Run a Process Across EMR Nodes


aws emr spark python

When ingesting a large amount of data, we usually use a parallel processing engine for efficiency, like Spark for efficiency. Taking data from a database with spark is relatively straightforward, however, in our situation, it happens that our target database is behind a private network and could only be reached via a bastion box.

Bootstrap Approach

Now, one way to do it is to set up a bootstrap action when creating the EMR, to include installation of the VPN and to actually run it (either as a service or inside a terminal multiplexer like tmux). The problem with this approach is that it will always be on. So, in case we have to connect multiple databases with different bastion box, this approach will not work.

Send Process across Nodes

Another approach that we use is by creating a program run_cluster.py that will loop through all the available nodes, connect to it and send the command that we want to run. With this approach, we could send command to start the vpn across the cluster, run our ETL, and after that send command to close the vpn.

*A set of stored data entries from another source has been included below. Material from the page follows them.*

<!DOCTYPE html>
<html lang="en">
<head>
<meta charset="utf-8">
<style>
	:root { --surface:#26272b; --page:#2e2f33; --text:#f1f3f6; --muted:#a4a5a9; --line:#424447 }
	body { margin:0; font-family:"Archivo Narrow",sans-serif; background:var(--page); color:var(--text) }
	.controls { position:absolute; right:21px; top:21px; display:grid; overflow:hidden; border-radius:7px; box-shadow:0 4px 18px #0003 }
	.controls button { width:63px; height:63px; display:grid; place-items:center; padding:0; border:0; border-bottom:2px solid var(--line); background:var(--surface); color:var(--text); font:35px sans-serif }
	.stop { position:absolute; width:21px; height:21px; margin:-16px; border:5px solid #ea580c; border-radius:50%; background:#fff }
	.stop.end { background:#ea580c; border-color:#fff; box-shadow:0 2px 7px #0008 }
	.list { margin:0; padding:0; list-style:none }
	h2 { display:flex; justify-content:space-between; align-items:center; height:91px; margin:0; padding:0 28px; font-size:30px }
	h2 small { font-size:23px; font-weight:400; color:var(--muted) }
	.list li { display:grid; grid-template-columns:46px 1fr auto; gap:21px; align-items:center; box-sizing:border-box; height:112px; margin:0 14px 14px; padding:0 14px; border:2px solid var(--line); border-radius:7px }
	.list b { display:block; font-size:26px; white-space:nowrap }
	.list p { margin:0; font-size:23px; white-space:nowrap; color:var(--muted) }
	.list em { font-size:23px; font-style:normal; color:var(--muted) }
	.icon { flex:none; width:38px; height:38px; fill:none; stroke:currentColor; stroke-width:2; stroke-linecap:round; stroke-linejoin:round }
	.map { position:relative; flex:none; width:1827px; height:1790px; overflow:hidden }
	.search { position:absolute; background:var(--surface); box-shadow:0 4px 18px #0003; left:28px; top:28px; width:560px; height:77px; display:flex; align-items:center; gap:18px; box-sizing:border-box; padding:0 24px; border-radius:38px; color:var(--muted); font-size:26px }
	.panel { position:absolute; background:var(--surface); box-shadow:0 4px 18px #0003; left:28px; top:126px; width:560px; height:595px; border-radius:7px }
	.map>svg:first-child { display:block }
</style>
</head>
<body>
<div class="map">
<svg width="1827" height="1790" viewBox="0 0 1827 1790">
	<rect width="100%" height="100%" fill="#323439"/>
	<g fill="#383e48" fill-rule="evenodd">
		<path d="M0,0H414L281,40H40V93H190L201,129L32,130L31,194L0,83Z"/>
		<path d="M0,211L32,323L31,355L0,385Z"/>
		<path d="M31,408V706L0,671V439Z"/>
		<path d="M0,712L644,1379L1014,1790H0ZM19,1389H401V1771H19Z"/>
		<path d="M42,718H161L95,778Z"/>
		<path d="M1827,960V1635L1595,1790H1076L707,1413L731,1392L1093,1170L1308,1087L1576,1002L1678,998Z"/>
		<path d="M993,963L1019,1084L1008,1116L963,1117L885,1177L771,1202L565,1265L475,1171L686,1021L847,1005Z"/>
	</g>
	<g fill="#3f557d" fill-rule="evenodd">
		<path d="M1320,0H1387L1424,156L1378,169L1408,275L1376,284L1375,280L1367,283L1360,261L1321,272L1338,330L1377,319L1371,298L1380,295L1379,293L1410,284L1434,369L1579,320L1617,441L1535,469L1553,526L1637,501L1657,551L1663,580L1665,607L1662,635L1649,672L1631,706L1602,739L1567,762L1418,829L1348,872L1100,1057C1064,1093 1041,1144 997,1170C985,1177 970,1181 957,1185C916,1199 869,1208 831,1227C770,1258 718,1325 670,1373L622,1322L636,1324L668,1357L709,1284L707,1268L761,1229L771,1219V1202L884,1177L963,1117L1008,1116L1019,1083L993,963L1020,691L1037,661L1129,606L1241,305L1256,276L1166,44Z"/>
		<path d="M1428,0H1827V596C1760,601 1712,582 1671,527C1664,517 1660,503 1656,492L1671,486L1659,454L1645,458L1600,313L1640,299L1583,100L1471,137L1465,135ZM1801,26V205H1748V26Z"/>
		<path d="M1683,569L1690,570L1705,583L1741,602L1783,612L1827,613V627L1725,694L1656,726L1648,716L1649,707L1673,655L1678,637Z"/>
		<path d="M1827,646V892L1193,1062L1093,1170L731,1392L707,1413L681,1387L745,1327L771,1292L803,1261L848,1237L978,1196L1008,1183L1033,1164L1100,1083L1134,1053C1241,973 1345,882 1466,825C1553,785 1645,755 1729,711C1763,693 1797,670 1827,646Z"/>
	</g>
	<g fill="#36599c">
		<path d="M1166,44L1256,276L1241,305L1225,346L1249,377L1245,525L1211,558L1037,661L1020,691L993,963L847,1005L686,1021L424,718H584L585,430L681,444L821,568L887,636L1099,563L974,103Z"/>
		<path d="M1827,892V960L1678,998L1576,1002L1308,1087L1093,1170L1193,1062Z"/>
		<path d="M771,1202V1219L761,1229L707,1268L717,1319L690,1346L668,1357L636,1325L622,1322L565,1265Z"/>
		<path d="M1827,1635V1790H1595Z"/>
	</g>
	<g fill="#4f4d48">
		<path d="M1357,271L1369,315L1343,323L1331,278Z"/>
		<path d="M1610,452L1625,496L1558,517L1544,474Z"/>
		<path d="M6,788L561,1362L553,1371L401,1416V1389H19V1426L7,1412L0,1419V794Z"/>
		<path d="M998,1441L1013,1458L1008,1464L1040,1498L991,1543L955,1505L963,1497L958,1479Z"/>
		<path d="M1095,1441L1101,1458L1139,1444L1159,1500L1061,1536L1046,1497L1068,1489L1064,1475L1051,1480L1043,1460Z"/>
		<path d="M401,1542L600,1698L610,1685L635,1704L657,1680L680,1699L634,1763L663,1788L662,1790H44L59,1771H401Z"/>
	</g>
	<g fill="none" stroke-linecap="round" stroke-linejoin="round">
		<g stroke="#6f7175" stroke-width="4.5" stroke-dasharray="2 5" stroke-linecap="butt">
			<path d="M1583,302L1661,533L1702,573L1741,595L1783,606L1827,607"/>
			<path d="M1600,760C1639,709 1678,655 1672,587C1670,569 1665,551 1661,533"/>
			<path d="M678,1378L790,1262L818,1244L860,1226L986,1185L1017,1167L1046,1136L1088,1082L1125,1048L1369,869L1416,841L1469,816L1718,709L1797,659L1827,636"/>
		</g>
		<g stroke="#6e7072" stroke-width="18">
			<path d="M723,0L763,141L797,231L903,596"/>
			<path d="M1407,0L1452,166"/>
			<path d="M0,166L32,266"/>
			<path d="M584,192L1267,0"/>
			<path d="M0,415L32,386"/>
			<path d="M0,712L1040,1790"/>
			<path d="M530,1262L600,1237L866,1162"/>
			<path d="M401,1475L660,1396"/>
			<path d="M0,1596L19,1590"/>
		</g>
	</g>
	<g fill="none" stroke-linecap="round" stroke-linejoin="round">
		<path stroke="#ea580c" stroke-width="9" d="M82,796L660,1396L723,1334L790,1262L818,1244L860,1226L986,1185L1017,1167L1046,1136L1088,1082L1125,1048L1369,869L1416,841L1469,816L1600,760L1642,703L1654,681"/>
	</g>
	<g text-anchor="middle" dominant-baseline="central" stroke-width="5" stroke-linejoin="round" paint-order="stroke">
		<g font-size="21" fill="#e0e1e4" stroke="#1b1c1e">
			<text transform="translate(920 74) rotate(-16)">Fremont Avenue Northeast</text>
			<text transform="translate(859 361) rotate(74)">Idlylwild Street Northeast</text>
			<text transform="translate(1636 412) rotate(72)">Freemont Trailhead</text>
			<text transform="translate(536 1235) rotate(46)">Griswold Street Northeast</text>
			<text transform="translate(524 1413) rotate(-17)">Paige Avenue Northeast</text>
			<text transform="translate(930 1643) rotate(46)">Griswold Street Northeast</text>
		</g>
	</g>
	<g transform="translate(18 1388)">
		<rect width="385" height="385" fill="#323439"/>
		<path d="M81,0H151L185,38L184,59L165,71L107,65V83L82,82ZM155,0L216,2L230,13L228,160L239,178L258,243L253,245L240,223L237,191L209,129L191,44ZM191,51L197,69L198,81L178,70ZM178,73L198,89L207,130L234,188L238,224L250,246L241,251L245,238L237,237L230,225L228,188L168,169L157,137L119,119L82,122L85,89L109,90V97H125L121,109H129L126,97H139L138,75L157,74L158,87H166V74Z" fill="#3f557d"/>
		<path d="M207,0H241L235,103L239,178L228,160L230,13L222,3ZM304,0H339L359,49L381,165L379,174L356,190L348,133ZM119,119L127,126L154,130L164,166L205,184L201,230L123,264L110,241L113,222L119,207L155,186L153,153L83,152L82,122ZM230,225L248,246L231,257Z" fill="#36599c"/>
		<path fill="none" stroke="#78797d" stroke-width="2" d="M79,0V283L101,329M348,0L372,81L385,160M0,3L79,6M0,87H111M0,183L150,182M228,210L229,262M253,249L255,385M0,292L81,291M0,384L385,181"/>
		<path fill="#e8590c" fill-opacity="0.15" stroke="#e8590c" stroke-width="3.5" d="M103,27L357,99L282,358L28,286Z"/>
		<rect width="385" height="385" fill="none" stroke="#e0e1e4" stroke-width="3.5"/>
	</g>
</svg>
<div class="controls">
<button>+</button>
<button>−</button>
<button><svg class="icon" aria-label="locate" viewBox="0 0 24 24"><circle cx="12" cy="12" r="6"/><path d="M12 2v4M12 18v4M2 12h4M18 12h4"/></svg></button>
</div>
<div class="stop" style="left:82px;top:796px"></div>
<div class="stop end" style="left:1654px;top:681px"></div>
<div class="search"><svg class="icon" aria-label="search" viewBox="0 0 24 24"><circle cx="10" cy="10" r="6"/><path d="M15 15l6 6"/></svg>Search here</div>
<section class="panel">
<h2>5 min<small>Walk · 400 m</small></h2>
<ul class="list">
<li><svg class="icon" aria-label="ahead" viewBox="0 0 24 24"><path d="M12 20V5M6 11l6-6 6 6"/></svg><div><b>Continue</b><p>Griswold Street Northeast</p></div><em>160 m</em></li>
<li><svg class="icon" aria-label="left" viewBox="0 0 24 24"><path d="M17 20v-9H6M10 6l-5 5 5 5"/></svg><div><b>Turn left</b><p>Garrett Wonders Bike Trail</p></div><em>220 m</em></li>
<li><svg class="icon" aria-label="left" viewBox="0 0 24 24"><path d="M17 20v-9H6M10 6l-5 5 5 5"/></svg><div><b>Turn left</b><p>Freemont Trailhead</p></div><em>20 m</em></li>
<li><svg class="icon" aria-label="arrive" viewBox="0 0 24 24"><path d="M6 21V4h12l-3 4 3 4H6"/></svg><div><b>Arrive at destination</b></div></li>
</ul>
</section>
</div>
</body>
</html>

For our setup, each node has the same private key that we store on AWS SecretManager, and the same username (ubuntu). The first part of our script simply lists all the active nodes, given the cluster_id. For this, we will use boto3 package.

import boto3
def list_emr_nodes(cluster_id):
    """List the private DNS names of EMR nodes."""
    emr_client = boto3.client('emr', region_name='ap-southeast-3')
    response = emr_client.list_instances(ClusterId=cluster_id)
    instance_groups = response['Instances']
    
    private_nodes = []
    for group in instance_groups:
        if group['Status']['State'] == 'RUNNING':
            if 'PrivateDnsName' in group:
                private_nodes.append(group['PrivateDnsName'])

    return private_nodes

Then for each active nodes, we will connect to it, with SSH via paramiko, and then run the intended command.

import paramiko
def run_command_on_node(
        private_host: str, 
        emr_user: str, 
        emr_private_key_ssm_path: str, # location for SecretManager for the private key
        command
    ):
    """Run a command on a specific EMR node."""
    # Create an SSH client
    node = paramiko.SSHClient()
    node.set_missing_host_key_policy(paramiko.AutoAddPolicy())

    # Getting EMR key from SSM
    ssm_client = boto3.client('ssm', region_name='ap-southeast-3')
    response = ssm_client.get_parameter(Name=emr_private_key_ssm_path, WithDecryption=True)
    private_pkey_str = response['Parameter']['Value']

    # create paramiko parameter
    private_pkey_str = get_key_from_ssm(emr_private_key_ssm_path)
    private_key = paramiko.RSAKey.from_private_key(io.StringIO(private_pkey_str))

    # Connect to the node
    node.connect(
        private_host,
        username=emr_user,
        pkey=private_key
    )

    # Run the SSH command directly (without any SSH-specific additions)
    stdin, stdout, stderr = node.exec_command(command)
    stdout_output = stdout.read().decode()
    stderr_output = stderr.read().decode()

    node.close()

    return stdout_output, stderr_output

With this two functions, to run something across all nodes, what we need just get the IP, loop through that IP, then send the command. Something like:

command = 'openvpn --config /mnt/vpn/rds1.conf' # command to connect VPN
emr_id = 'j-31312'
user_id = 'ubuntu'
emr_private_key_ssm_path = '/emr/node/private_key'

nodes = list_emr_nodes(my_emr_id)
for node in nodes:
    # send command to this node
    stdout, stderr = run_command_on_node(node, user_id, emr_private_key_ssm_path, command) 

    if stdout: print (stdout)
    if stderr: print (stderr)